Well the headhunter probably didn’t have an accurate count, and probably did have a distorted sense of the proportions, but anyway – it’s not just the US.

Comments

  1. says

    You think that’s bad? Child porn is legal to possess in Japan. And girls barely out of diapers model for “gravure” and “U-15” magazines in very tight clothes over there.

  2. Nastasie says

    We do have a very serious sexism problem in Brazil – the statistics and the general culture are appalling. No argument there. The article you linked to is rubbish, though. First of all, sexism isn’t a monolith – it comes in many different forms and with many different roots. Obviously what happens in the Middle East is a very different phenomenon from Latin machismo (which is not exclusive to Latin America, btw, it’s also very present in European Latin cultures, in various flavours). The author even touches on one of the factors that inform sexism in Brazil, but doesn’t see that it makes her comparison pointless. Also, Latin America is not a monolith either, but if you must lump it all into one amorphous blob, then Brazil is the least representative culture you can pick – it has a vast territory, a huge economy and is the only country that was colonized by the Portuguese. And the author *only* mentions Brazil in an article that is supposedly about Latin America…
    So, to get to the point of your post, we very likely have a ‘modeling problem’ here, I really don’t know what the numbers are, but if you’re looking for examples of this problem in Latin America, or in places other than the US, then two countries with an infamous history in this regard are Colombia (http://blog.livebooks.com/2010/04/colombias-beauty-pageant-obsession-from-all-angles/) and Venezuela (http://www.bbc.com/news/magazine-19373488).

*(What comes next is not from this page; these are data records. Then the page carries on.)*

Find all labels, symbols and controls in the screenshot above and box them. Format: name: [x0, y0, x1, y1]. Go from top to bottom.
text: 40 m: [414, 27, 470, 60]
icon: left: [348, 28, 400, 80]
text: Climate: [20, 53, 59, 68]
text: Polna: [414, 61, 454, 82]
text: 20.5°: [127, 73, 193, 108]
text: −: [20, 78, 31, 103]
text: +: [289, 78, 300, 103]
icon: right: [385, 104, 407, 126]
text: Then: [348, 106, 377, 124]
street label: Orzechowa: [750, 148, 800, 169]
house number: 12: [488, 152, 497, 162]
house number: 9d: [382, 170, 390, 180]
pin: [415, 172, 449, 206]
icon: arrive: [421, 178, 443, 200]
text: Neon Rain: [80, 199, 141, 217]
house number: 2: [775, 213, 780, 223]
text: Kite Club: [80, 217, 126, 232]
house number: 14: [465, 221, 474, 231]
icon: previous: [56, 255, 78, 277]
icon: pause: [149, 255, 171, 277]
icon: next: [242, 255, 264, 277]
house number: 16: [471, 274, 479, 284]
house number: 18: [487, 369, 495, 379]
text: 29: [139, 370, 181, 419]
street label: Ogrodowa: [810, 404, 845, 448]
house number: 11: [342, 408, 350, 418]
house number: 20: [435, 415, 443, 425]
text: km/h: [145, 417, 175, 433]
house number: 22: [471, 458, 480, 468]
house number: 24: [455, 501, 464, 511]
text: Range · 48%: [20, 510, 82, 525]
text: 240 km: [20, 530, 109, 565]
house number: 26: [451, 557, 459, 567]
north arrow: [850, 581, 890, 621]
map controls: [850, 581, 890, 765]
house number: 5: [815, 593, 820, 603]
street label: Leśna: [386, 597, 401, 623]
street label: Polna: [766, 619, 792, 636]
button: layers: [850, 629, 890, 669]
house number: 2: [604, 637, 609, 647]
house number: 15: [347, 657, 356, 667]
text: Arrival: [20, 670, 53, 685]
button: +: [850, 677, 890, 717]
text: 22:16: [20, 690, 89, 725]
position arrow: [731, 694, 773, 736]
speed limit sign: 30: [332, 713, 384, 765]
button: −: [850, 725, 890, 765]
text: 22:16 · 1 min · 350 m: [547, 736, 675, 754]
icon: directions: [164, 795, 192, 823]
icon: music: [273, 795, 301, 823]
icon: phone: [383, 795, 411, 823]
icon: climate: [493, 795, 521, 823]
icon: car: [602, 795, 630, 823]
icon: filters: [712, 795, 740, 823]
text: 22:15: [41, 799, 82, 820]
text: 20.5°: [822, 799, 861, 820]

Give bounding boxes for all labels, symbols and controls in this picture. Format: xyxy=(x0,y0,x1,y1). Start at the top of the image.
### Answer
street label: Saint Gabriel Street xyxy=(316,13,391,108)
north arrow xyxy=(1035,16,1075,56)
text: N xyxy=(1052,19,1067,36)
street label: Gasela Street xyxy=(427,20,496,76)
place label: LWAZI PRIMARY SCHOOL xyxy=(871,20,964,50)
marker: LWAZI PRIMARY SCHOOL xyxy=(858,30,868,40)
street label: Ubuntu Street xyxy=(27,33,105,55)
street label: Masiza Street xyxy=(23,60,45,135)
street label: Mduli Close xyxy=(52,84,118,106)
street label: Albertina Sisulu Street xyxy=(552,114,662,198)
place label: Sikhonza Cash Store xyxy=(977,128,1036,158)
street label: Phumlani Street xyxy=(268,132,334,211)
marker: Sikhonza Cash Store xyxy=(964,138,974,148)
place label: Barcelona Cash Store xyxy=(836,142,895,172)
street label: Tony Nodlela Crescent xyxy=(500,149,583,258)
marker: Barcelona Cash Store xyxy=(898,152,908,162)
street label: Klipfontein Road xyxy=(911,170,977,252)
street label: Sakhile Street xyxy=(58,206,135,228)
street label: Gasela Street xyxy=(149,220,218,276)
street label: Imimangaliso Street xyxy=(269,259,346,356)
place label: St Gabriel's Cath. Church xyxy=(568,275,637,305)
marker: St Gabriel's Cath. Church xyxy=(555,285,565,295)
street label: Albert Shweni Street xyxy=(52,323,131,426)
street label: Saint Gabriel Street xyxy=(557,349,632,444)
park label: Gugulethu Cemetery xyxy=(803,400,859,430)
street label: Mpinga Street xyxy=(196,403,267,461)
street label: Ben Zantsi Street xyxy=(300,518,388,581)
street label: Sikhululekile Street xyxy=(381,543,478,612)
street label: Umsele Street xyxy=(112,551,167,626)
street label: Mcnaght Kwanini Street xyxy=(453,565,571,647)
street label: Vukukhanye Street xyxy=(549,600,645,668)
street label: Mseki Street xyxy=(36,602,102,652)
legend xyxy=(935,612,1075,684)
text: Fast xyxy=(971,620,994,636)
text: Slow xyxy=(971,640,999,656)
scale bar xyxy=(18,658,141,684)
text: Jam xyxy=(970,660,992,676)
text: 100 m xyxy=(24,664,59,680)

    One last thing: I know you questioned the headhunter’s take on the numbers, but it’s worse than that. While it is true that women’s football is not nearly as big as men’s here, it is definitely not ‘nonexistent’, and in volleyball – the 2nd most popular sport in the country – the national women’s team won the last two Olympic golds, and representation in various sports has been steadily increasing. So while we may have a problem with young girls wanting to be models, it’s not at the expense of sport. (I’m sorry, I know this is not exactly relevant to your point, and I don’t mean to derail, but it just goes to show that that article is full of misinformation.)

  3. Katherine Woo says

    “women’s soccer in Brazil is almost nonexistent”

    This is an absurd lie and typical of the that article’s agenda. Brazil was runner-up in the Women’s World Cup in 2007. So much for “almost non-existent”.

    To even seriously compare Brazil and the situation of women in the Middle East is something only paternalistic leftists can do with a straight face.

  4. Katherine Woo says

    Actually I had left a comment there:

    This article is predicated on an absurd false equivalency. The comparison between Brazil and most of the Muslim world, is one of sexist attitudes versus systemic, often legally codified, misogyny. It is like the difference between a racist sentiment and Jim Crow laws. It takes a profound lack of moral courage to call out one as worse than the other.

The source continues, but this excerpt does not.